• _Prompt_: Locate and copy each line in the data that contains the word "highway".

Records from a data collection:
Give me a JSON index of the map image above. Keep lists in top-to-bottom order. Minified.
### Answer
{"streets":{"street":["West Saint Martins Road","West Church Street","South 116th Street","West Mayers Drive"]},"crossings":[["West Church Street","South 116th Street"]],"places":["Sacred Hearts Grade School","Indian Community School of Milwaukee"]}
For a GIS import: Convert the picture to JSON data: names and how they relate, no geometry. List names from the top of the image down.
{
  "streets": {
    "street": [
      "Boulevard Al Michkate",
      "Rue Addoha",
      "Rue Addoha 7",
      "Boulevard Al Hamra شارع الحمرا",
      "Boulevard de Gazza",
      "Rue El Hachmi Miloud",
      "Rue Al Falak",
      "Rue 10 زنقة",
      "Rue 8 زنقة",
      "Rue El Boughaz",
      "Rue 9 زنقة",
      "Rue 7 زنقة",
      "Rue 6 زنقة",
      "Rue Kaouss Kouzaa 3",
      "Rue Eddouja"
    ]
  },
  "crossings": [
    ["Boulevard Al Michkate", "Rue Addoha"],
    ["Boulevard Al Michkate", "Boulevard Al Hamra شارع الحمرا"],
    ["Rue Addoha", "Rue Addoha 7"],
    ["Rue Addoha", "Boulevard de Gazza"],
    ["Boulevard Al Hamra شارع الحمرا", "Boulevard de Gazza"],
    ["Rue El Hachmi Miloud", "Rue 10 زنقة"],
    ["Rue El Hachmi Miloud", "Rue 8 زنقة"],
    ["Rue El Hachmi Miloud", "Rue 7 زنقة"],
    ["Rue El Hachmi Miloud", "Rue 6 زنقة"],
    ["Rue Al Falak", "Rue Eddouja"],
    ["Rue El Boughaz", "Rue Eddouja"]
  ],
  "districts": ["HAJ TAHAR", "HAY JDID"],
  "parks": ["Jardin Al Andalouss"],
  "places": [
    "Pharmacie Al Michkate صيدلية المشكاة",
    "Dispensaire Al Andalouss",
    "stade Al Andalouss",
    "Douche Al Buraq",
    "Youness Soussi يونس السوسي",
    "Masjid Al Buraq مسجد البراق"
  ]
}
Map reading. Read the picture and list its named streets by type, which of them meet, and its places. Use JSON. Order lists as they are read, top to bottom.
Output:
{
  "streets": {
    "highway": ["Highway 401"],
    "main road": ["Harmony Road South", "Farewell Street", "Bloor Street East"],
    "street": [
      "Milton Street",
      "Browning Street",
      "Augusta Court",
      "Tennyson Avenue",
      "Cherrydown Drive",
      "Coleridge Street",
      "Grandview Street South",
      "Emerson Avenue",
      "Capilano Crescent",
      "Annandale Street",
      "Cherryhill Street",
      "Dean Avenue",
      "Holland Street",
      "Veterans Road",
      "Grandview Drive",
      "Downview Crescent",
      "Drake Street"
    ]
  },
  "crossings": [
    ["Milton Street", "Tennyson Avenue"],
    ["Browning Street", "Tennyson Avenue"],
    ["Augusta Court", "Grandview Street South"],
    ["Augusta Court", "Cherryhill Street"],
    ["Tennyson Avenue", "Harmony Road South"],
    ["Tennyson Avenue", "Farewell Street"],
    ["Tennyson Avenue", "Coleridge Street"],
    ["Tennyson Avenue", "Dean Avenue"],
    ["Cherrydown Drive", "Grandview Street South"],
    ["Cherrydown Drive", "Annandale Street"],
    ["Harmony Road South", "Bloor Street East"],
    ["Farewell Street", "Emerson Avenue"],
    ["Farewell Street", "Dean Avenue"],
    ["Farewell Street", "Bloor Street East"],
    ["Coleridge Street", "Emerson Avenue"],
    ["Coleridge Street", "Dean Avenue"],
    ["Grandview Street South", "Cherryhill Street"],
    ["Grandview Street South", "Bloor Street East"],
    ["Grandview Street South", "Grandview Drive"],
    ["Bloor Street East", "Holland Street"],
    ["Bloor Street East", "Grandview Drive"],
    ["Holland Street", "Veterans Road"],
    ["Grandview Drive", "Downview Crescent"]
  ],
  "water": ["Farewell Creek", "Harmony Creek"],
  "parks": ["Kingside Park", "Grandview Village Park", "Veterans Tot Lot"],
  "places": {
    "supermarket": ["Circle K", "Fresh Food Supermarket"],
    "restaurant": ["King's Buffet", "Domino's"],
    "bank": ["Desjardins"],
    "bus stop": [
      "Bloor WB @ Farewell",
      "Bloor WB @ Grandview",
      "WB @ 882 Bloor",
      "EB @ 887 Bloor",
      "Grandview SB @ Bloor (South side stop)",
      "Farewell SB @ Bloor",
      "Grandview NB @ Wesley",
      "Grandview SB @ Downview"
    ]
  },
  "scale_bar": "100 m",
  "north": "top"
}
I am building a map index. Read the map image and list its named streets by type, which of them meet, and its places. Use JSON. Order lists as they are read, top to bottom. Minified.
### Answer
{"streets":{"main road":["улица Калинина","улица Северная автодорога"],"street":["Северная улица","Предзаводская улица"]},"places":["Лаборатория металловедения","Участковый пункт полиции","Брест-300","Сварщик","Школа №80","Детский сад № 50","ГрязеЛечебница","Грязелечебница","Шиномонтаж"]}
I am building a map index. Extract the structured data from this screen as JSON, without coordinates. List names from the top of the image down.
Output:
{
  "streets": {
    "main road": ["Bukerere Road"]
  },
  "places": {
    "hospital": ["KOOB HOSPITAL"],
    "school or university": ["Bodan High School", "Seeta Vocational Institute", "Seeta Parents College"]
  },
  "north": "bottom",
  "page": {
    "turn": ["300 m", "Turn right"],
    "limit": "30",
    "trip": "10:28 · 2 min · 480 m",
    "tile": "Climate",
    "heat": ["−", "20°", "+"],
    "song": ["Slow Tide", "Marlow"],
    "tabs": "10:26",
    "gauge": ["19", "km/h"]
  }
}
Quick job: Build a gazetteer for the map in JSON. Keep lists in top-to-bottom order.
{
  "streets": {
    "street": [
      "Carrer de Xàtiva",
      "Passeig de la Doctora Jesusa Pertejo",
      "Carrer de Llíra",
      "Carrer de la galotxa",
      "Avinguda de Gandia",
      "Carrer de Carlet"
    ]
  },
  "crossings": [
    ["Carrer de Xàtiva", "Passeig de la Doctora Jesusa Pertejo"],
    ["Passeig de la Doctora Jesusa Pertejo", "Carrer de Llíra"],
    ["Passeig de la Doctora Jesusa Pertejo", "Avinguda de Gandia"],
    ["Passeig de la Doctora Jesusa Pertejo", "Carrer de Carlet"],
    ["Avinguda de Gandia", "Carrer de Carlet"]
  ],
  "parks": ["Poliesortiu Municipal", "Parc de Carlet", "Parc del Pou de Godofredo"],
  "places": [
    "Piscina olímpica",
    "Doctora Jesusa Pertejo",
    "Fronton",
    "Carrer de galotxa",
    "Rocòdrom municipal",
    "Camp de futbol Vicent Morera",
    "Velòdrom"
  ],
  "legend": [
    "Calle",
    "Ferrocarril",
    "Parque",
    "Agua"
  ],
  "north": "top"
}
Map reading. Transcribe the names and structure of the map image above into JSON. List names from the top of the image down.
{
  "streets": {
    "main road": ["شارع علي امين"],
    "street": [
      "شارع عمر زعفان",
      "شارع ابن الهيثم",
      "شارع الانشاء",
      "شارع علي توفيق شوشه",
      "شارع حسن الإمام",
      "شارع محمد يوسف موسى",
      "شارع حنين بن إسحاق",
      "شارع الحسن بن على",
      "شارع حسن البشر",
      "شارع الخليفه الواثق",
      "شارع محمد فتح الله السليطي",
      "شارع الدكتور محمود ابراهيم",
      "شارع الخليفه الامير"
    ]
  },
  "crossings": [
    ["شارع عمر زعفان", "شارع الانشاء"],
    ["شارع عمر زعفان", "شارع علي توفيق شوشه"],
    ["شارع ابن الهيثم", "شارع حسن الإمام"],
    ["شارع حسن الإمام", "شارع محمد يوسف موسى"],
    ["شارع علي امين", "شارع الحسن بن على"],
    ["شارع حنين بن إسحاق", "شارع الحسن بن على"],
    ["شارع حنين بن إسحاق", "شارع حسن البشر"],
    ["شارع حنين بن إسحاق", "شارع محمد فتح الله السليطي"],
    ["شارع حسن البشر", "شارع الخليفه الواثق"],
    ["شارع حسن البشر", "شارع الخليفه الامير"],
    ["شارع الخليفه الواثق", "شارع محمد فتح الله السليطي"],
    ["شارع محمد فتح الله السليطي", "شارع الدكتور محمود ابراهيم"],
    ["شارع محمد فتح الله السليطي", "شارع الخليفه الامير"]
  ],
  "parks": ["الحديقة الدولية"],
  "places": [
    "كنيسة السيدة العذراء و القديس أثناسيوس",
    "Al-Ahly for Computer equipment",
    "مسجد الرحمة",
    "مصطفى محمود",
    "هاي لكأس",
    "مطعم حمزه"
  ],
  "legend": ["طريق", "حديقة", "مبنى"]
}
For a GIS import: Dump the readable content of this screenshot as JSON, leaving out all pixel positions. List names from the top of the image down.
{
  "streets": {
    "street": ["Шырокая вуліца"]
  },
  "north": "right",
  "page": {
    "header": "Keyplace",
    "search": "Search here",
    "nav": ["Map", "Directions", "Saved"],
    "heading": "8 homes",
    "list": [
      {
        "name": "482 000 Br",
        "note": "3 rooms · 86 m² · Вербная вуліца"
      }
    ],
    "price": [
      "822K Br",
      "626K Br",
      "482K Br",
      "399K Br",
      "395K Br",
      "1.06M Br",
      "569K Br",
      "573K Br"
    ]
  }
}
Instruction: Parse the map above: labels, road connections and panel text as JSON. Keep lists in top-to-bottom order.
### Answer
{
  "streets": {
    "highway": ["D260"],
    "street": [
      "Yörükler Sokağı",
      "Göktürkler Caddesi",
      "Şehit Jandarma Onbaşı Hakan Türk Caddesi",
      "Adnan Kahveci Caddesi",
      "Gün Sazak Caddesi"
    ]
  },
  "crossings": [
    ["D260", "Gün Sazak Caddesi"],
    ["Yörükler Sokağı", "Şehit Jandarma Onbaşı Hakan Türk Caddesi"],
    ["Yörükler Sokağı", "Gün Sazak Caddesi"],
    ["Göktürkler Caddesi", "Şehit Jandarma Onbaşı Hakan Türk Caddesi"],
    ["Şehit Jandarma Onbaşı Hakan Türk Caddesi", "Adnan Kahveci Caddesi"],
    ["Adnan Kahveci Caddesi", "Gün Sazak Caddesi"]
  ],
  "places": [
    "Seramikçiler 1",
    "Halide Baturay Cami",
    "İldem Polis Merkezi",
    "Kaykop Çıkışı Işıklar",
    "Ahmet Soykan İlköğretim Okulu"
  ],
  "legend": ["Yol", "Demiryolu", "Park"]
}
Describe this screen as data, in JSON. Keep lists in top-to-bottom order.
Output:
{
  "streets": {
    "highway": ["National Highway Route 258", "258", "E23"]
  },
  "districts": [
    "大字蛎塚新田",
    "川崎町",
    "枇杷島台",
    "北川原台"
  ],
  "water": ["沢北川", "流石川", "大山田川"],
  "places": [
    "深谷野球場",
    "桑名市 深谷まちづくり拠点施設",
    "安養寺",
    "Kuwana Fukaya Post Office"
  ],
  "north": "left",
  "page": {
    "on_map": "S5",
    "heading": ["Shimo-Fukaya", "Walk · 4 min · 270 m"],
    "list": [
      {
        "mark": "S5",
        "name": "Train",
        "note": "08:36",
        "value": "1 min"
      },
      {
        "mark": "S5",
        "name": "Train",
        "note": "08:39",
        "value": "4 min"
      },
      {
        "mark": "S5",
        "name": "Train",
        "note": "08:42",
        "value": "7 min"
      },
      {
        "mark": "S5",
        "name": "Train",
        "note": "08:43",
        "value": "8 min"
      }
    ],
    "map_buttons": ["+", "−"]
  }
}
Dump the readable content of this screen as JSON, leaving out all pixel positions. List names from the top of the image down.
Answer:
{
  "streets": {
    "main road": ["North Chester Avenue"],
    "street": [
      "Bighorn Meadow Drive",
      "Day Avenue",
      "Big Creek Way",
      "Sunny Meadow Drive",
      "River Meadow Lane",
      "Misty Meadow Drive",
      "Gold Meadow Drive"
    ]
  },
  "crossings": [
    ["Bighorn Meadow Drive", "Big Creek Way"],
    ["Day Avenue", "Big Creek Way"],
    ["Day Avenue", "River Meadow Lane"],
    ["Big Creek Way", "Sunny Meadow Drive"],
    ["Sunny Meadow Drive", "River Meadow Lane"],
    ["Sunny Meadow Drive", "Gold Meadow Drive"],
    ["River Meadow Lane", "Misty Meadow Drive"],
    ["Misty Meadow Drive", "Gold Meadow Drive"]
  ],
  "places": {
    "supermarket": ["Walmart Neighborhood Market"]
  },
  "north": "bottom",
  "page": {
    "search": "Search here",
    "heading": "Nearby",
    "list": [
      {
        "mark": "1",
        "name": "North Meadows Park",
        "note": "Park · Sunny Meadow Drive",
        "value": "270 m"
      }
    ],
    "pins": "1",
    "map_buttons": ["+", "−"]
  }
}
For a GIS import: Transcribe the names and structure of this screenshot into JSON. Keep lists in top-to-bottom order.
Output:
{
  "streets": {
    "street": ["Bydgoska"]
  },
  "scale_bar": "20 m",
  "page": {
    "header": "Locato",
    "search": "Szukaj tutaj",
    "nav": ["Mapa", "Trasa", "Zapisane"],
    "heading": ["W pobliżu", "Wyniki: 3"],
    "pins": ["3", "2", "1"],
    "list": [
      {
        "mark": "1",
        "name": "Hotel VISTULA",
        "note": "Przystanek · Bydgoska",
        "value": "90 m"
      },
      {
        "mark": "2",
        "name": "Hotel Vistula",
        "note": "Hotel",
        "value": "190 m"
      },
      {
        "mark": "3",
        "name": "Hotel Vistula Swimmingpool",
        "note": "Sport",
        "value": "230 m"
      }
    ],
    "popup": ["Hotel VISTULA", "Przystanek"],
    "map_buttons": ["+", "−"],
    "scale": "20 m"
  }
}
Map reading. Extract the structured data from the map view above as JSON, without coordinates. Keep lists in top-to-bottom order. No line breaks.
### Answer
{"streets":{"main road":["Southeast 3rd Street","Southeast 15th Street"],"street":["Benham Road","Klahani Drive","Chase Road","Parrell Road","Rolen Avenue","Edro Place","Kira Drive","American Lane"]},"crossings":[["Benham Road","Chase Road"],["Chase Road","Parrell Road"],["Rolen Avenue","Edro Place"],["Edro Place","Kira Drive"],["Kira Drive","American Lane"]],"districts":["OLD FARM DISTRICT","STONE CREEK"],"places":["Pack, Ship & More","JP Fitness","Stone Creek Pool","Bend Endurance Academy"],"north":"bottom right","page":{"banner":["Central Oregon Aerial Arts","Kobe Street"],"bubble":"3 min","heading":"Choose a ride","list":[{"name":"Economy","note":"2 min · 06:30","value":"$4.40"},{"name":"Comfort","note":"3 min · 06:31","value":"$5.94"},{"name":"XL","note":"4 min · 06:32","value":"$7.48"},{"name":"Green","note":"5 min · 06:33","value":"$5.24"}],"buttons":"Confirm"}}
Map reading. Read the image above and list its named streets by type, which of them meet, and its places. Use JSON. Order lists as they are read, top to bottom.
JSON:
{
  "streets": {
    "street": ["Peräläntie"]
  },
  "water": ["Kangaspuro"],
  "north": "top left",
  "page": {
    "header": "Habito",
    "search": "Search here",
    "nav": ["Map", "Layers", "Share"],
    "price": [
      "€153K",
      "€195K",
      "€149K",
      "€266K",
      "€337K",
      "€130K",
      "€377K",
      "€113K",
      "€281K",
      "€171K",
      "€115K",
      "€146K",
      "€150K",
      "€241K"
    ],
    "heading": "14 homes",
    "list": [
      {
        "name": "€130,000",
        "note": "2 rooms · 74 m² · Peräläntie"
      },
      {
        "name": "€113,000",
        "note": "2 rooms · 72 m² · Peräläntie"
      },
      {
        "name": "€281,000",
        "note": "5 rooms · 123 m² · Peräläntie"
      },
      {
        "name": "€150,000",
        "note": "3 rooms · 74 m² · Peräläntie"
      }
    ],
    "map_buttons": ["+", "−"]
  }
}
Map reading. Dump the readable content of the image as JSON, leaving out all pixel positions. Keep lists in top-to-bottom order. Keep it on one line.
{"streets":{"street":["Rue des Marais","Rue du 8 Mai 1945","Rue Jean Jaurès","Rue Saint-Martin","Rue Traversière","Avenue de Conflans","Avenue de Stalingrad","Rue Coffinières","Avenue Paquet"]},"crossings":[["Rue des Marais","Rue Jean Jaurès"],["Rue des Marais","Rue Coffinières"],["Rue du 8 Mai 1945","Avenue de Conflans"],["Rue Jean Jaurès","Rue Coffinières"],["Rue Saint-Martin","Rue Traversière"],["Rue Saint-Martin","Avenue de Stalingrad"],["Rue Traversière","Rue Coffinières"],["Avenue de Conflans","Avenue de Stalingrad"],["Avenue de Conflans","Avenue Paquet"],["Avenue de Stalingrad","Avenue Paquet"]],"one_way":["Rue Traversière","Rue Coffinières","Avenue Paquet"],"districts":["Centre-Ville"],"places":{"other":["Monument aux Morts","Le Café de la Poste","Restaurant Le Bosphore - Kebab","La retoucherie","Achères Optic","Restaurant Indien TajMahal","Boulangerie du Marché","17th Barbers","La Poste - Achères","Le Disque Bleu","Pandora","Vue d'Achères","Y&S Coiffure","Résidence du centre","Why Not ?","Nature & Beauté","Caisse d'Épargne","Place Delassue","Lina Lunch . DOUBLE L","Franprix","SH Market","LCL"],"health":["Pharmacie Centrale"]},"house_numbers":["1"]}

• _Result of the exercise_:
    "highway": ["Highway 401"],
    "highway": ["D260"],
    "highway": ["National Highway Route 258", "258", "E23"]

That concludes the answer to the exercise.